- Opening Delimiter -
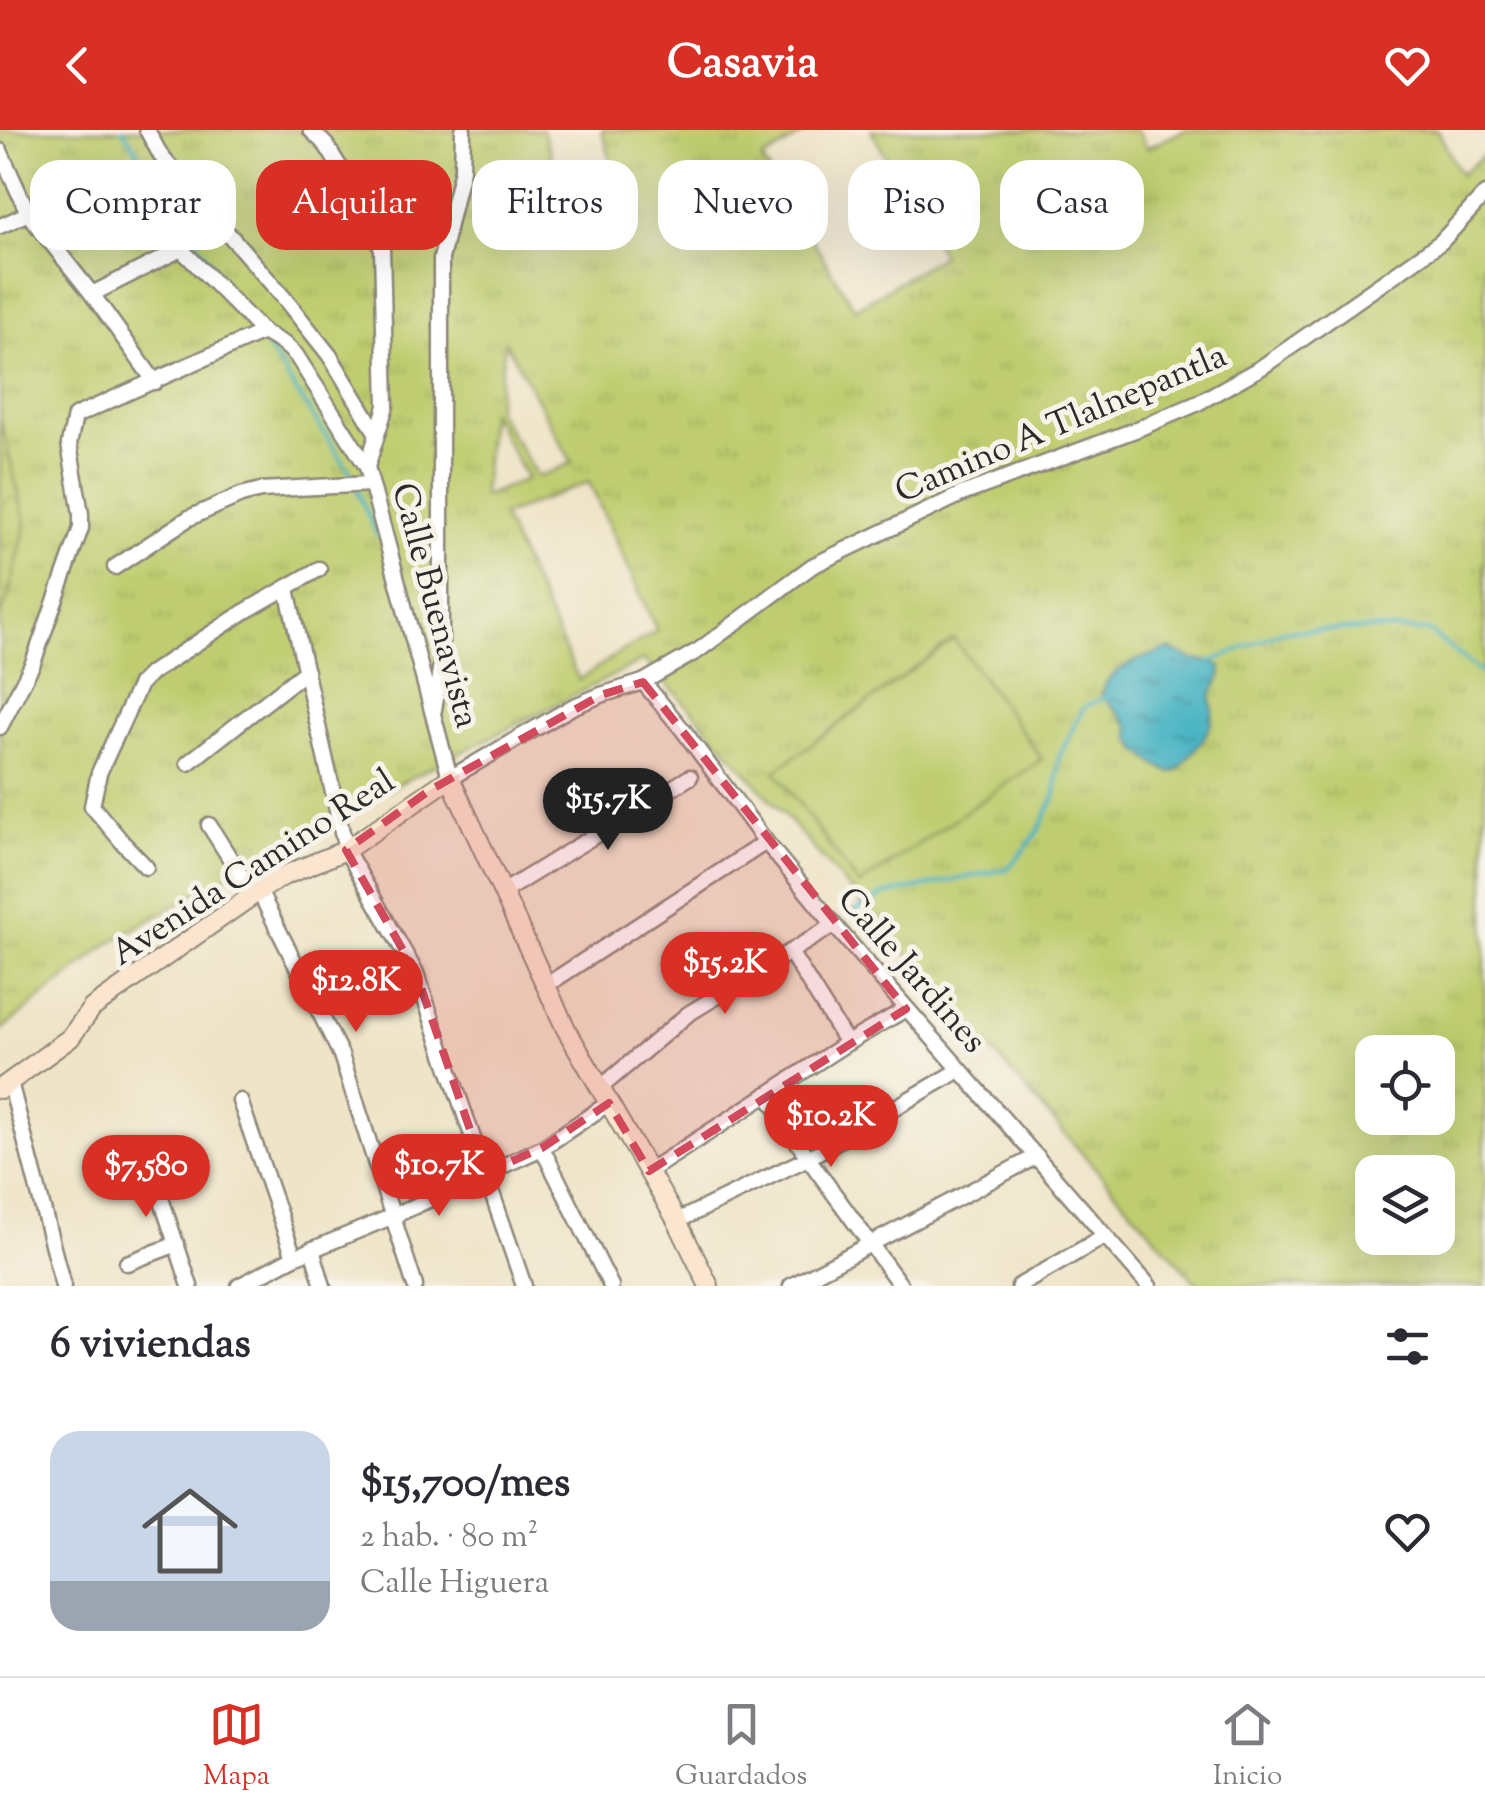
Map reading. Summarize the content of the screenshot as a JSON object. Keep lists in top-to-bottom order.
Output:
{
  "streets": {
    "street": [
      "Camino A Tlalnepantla",
      "Calle Buenavista",
      "Avenida Camino Real",
      "Calle Jardines"
    ]
  },
  "crossings": [
    ["Camino A Tlalnepantla", "Calle Buenavista"],
    ["Camino A Tlalnepantla", "Avenida Camino Real"],
    ["Camino A Tlalnepantla", "Calle Jardines"],
    ["Calle Buenavista", "Avenida Camino Real"]
  ],
  "page": {
    "header": "Casavia",
    "chip": [
      "Comprar",
      "Alquilar",
      "Filtros",
      "Nuevo",
      "Piso",
      "Casa"
    ],
    "price": [
      "$15.7K",
      "$15.2K",
      "$12.8K",
      "$10.2K",
      "$10.7K",
      "$7,580"
    ],
    "heading": "6 viviendas",
    "list": [
      {
        "name": "$15,700/mes",
        "note": "2 hab. · 80 m² · Calle Higuera"
      }
    ],
    "tabs": ["Mapa", "Guardados", "Inicio"]
  }
}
- Closing Delimiter -
Spot every line in the entries that includes the word "Real", and copy each one out.

      "Avenida Camino Real",
    ["Camino A Tlalnepantla", "Avenida Camino Real"],
    ["Calle Buenavista", "Avenida Camino Real"]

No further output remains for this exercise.